In accordance with other reports [15,16,17], LTAs isolated from all three Lactobacillus strains had distinguishable anti-inflammatory properties. Combined with the structure characteristics of LTAs, the distinguishable immunomodulatory activities of Lactobacillus might be involved in the distinctive structural features of their LTAs, possibly by affecting the interaction between MAMP and PRR, ultimately modulating cytokine expression through a signaling cascade. However, through the evaluation of the in situ role of LTA in live bacteria, LTA mutants have protective effects on inflammation in lactobacilli. An LTA-deficient strain of L. acidophilus NCFM deleted for phosphoglycerol transferase significantly improved anti-inflammatory activity in mouse models for IBD [30]. In L. rhamnosus GG, a dltD mutant carrying a modified LTA structure showed a significantly decreased expression of cytokine IL-8 in the Caco-2 cell line; moreover, it also showed an elevated probiotic activity in a DSS-induced mice colitis model [1,31]. In L. plantarum NCIMB8826, a dlt mutant deficient in the D-alanylation of teichoic acids enhanced anti-inflammatory capacity and played more protective roles in a murine colitis model [27]. All observations corroborated the notion that LTA modification could be superior in alleviating colitis in lactobacilli, showing the genetic diversity and complexity of the intestinal niche. Conversely, it was coincident with other reports that LTA-mediated immunomodulation could trigger proinflammatory responses in certain individuals, such as those with severely progressed colitis but not a healthy state due to complex microbial communities and host-related mechanisms [1].

5. Conclusions

LTA has gained interest as a major MAMP and is an important effector molecule in lactobacilli.
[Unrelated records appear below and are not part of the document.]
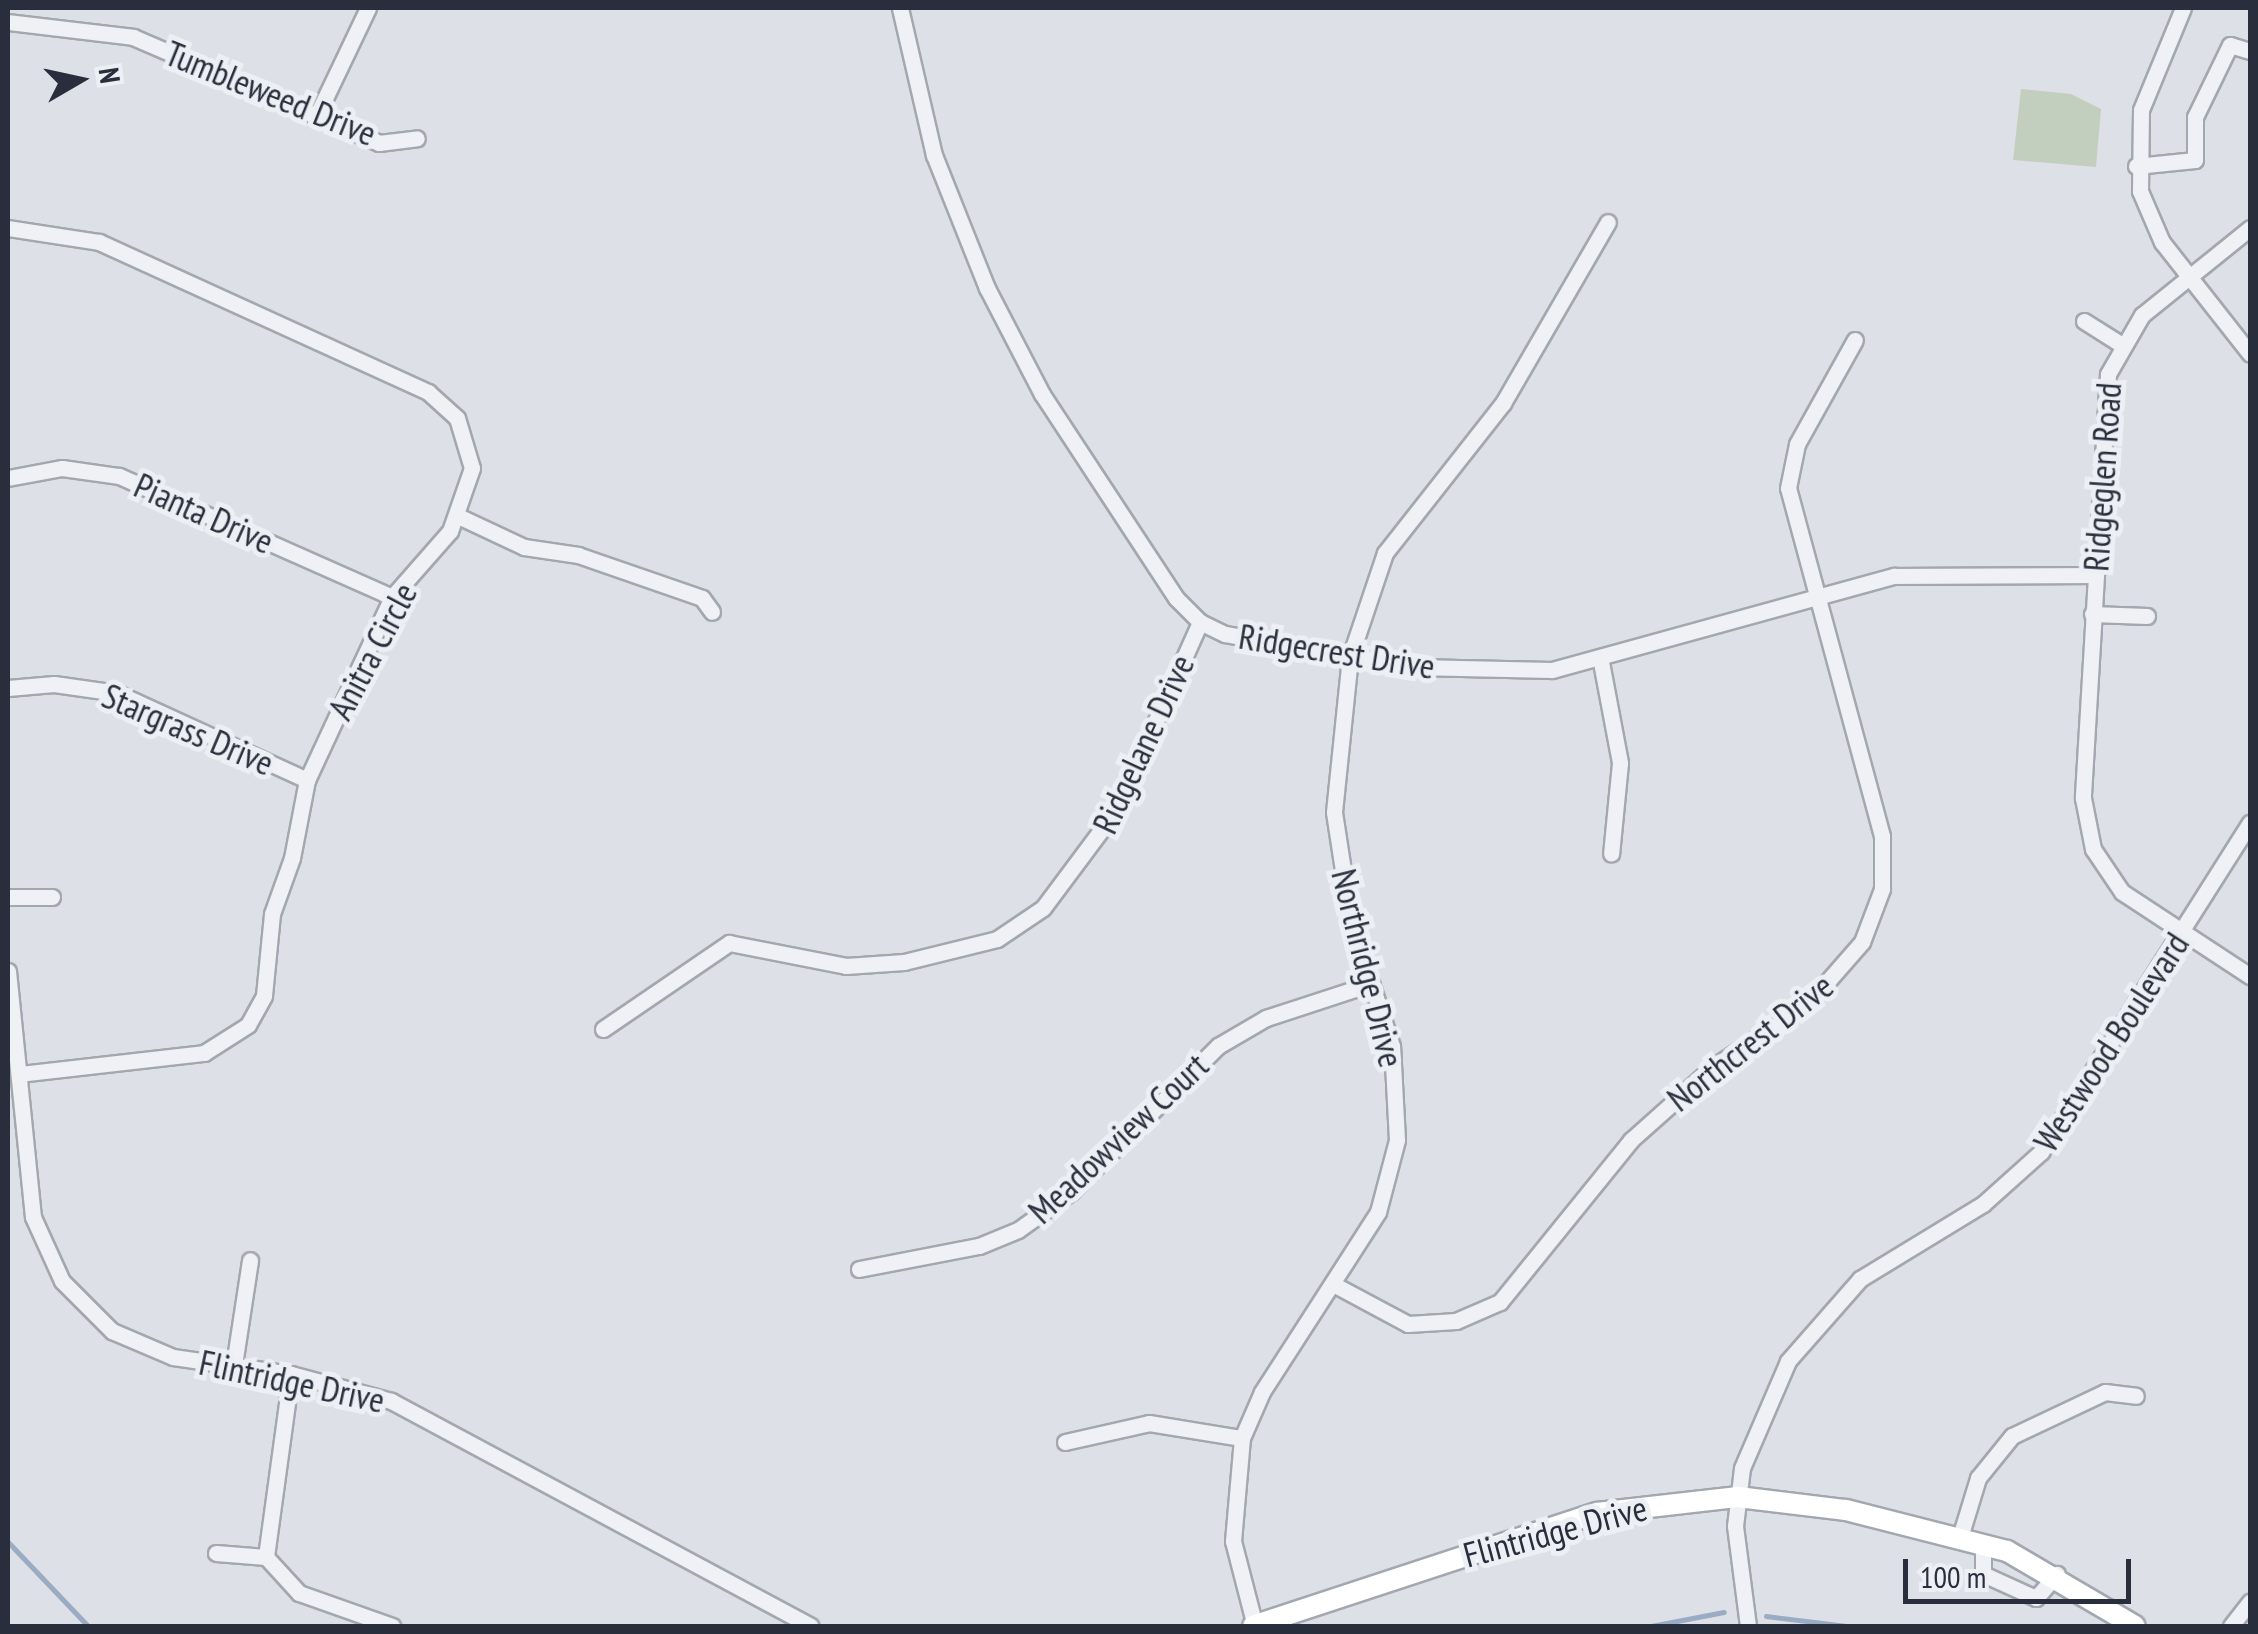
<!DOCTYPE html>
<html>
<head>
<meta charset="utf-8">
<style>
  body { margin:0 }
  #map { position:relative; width:2258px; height:1634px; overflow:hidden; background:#dde0e6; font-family:"PT Sans Narrow",sans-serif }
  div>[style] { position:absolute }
  .green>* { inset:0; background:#c2cfbf }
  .stream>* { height:5px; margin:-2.5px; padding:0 2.5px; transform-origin:2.5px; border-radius:2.5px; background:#9aacc4 }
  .roads { filter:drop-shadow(2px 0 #a3a7af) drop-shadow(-2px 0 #a3a7af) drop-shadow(0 2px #a3a7af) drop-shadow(0 -2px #a3a7af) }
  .street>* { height:15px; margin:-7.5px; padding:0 7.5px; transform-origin:7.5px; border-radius:7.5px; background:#f0f1f5 }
  .secondary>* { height:20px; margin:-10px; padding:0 10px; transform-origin:10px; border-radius:10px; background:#fff }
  span { translate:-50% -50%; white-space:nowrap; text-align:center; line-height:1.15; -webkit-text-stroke:10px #eceff4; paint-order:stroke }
  .street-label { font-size:35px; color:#282e3b }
  .frame { position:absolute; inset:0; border:10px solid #282e3b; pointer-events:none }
  .north { position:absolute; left:30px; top:30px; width:100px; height:100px; -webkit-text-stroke:8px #eceff4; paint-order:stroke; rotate:81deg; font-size:28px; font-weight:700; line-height:40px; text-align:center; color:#282e3b }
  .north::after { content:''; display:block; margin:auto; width:35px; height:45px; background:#282e3b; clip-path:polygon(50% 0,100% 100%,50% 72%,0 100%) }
  .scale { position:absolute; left:1903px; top:1559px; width:228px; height:45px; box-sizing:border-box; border:5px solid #282e3b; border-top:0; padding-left:12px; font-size:30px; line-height:35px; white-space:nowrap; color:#282e3b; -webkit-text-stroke:8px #eceff4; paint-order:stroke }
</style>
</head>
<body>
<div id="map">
  <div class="green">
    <div style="clip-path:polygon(2021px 89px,2071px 94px,2101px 109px,2096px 167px,2013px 160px)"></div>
  </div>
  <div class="stream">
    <div style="left:8px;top:1542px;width:116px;rotate:46.4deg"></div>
    <div style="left:1766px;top:1616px;width:83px;rotate:7deg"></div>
    <div style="left:1651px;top:1626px;width:74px;rotate:-10.9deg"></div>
  </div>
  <div class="roads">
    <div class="street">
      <div style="left:900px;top:8px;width:151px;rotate:77deg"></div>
      <div style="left:934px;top:155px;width:143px;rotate:68.3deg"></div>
      <div style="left:987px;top:288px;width:119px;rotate:62.6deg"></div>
      <div style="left:1042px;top:394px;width:244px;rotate:56.7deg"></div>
      <div style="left:1176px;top:598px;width:34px;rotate:45deg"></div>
      <div style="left:1200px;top:622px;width:28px;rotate:26deg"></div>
      <div style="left:1225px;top:634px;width:192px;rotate:9.9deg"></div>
      <div style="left:1414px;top:667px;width:138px;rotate:1.2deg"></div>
      <div style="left:1552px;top:670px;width:355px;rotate:-15.4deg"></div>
      <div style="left:1894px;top:576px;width:200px;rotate:-0.3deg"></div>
      <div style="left:2183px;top:8px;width:110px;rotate:112.4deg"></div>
      <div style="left:2141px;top:110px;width:81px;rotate:90.7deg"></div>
      <div style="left:2140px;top:191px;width:56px;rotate:66.7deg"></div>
      <div style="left:2162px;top:242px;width:142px;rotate:51.8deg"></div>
      <div style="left:8px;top:22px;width:126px;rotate:6.8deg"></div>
      <div style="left:133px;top:37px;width:268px;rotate:23.3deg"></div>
      <div style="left:379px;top:143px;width:38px;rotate:-7deg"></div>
      <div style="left:317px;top:115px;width:119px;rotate:-64.5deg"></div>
      <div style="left:2136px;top:166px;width:59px;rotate:-5.8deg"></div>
      <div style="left:2195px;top:160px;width:43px;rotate:-90deg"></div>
      <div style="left:2195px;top:117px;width:80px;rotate:-64.1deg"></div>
      <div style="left:2230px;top:45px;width:21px;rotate:17deg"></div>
      <div style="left:8px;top:228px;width:92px;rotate:8.7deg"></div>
      <div style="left:99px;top:242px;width:362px;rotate:24.5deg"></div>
      <div style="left:428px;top:392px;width:39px;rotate:42deg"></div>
      <div style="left:457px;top:418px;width:52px;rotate:73.3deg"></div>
      <div style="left:472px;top:468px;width:67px;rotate:109.2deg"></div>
      <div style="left:450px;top:531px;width:88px;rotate:131.3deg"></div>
      <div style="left:392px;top:597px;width:202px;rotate:114.9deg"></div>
      <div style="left:307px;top:780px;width:79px;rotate:100.9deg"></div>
      <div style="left:292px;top:858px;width:59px;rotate:109.7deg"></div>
      <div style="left:272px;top:914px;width:82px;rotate:95.6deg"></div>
      <div style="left:264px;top:996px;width:33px;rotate:119deg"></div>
      <div style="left:248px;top:1025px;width:52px;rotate:147.5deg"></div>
      <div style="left:204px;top:1053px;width:186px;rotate:173.5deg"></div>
      <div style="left:2250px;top:228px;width:139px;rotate:141.1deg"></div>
      <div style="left:2142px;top:315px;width:68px;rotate:120deg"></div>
      <div style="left:2108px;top:374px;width:425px;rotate:93.4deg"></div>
      <div style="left:2083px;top:798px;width:52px;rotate:78.9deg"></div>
      <div style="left:2093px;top:849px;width:52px;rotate:56deg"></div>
      <div style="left:2122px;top:892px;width:153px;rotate:33.3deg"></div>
      <div style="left:2084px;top:321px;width:41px;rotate:32.2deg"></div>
      <div style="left:8px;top:478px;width:55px;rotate:-10.5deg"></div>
      <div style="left:62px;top:468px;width:58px;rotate:8deg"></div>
      <div style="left:119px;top:476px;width:299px;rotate:23.9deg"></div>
      <div style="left:458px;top:516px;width:73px;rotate:25.2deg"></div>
      <div style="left:524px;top:547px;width:55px;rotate:8.4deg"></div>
      <div style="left:578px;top:555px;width:131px;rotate:19.1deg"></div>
      <div style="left:702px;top:598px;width:17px;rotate:54deg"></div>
      <div style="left:2092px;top:614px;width:55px;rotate:2.1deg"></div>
      <div style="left:1601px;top:662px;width:103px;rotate:79.3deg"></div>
      <div style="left:1620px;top:763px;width:91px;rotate:95.6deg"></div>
      <div style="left:8px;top:688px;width:46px;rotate:-5deg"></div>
      <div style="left:54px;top:684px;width:64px;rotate:8.1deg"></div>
      <div style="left:117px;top:693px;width:209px;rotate:24.6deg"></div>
      <div style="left:8px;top:897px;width:44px"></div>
      <div style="left:8px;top:971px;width:247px;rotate:84.2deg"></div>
      <div style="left:33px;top:1217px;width:70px;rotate:65.6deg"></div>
      <div style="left:62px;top:1281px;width:71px;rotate:45deg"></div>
      <div style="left:112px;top:1331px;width:66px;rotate:23.1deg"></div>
      <div style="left:173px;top:1357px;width:119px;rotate:8.2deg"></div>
      <div style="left:291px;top:1374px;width:104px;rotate:15.1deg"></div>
      <div style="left:391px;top:1401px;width:476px;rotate:28.2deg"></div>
      <div style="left:603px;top:1029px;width:153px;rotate:-34.3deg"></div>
      <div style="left:729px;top:943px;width:119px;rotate:11.1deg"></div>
      <div style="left:846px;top:966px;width:58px;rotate:-3.9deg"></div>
      <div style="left:904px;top:962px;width:96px;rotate:-13.9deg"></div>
      <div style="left:997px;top:939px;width:55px;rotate:-34deg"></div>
      <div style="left:1043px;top:908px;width:122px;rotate:-53.3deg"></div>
      <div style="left:1116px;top:810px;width:206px;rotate:-65.9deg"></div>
      <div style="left:859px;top:1269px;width:122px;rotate:-10.9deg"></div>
      <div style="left:979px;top:1246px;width:42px;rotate:-22.3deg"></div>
      <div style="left:1018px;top:1230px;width:67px;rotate:-35.8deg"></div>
      <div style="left:1072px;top:1191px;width:206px;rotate:-44.8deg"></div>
      <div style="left:1218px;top:1046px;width:56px;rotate:-30.3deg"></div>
      <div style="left:1266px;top:1018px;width:109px;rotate:-18.1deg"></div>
      <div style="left:1333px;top:1284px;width:85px;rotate:28.1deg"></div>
      <div style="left:1408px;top:1324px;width:48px;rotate:-3.6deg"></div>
      <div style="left:1456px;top:1321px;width:48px;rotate:-23.4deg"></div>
      <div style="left:1500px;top:1302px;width:208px;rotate:-51deg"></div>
      <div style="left:1631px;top:1140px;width:110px;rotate:-41.7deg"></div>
      <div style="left:1713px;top:1067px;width:111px;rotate:-33.3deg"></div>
      <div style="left:1806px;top:1006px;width:85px;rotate:-48.8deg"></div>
      <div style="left:1862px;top:942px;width:57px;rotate:-69.3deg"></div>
      <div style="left:1882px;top:889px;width:53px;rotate:-90deg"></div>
      <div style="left:1882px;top:836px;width:360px;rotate:-105.1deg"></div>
      <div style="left:1788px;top:488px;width:45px;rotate:-78.4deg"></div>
      <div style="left:1797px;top:444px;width:119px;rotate:-60.9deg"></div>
      <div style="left:234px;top:1365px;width:106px;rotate:-81.3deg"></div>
      <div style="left:291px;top:1374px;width:185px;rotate:97.8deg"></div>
      <div style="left:266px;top:1557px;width:49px;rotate:47.5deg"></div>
      <div style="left:299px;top:1593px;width:99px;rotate:19.5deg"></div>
      <div style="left:1065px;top:1442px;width:86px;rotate:-12.7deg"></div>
      <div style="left:1149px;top:1423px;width:94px;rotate:9.2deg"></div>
      <div style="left:1960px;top:1537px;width:62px;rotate:-73deg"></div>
      <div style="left:1978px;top:1478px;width:54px;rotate:-51deg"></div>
      <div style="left:2012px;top:1436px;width:103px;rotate:-25.3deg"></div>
      <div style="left:2105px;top:1392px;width:31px;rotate:7deg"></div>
      <div style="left:1983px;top:1543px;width:31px;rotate:90deg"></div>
      <div style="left:1983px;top:1574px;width:58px;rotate:24.4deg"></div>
      <div style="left:2036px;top:1598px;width:32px;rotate:-49deg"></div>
      <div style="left:216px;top:1553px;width:50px;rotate:4.6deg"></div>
      <div style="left:1255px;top:1626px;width:88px;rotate:-104.5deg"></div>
      <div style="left:1233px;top:1541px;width:103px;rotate:-85deg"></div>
      <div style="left:1242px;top:1438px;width:50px;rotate:-66.5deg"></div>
      <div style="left:1262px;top:1392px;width:214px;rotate:-57.2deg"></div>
      <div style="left:1378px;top:1212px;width:74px;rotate:-75.2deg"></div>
      <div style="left:1397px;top:1140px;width:94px;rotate:-93deg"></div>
      <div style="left:1392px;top:1046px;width:131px;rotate:-108.3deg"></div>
      <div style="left:1351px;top:922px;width:111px;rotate:-98.8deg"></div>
      <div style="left:1334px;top:812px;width:156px;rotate:-84.1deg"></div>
      <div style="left:1350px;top:657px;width:110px;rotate:-71.4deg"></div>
      <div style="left:1385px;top:553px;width:191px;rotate:-51.8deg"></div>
      <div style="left:1503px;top:403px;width:209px;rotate:-59.9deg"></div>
      <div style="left:1748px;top:1626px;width:101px;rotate:-97.4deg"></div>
      <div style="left:1735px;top:1526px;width:58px;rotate:-83.1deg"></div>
      <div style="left:1742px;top:1468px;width:116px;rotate:-66.7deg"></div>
      <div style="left:1788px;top:1361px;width:109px;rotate:-48.7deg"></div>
      <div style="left:1860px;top:1279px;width:144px;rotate:-31.4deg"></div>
      <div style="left:1983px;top:1204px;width:78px;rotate:-41.9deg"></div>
      <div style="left:2041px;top:1152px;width:390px;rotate:-57.6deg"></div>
      <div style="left:2231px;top:1626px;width:31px;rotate:-52deg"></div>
    </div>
    <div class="secondary">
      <div style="left:1253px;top:1626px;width:362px;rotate:-18.2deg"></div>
      <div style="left:1597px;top:1513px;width:142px;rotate:-6.5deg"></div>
      <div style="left:1738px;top:1497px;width:109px;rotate:6.9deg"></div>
      <div style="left:1846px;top:1510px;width:166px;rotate:14.3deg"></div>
      <div style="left:2007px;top:1551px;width:148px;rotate:30.4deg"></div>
    </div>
  </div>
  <div class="street-label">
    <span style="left:271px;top:93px;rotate:22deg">Tumbleweed Drive</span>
    <span style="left:2102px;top:477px;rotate:-86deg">Ridgeglen Road</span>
    <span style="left:204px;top:513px;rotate:24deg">Pianta Drive</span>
    <span style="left:372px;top:651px;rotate:-62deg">Anitra Circle</span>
    <span style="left:1337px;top:651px;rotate:9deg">Ridgecrest Drive</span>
    <span style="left:188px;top:729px;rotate:23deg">Stargrass Drive</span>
    <span style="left:1143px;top:744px;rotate:-65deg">Ridgelane Drive</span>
    <span style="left:1368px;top:968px;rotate:76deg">Northridge Drive</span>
    <span style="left:1750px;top:1042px;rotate:-38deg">Northcrest Drive</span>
    <span style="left:2111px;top:1042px;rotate:-57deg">Westwood Boulevard</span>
    <span style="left:1118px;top:1138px;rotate:-43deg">Meadowview Court</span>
    <span style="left:292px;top:1381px;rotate:12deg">Flintridge Drive</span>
    <span style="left:1555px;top:1531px;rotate:-15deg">Flintridge Drive</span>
  </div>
  <div class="frame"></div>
  <div class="north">N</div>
  <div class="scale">100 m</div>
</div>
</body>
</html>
Lactobacillus LTA shows strong anti-inflammatory activity in the LPS-induced macrophage model through the MAPK and NF-κB signal pathways. The findings indicated that LTA-mediated Lactobacillus–host interaction was an important factor to take into account when investigating immunomodulatory effects, which deserves further consideration as an alternative therapeutic for UC treatment.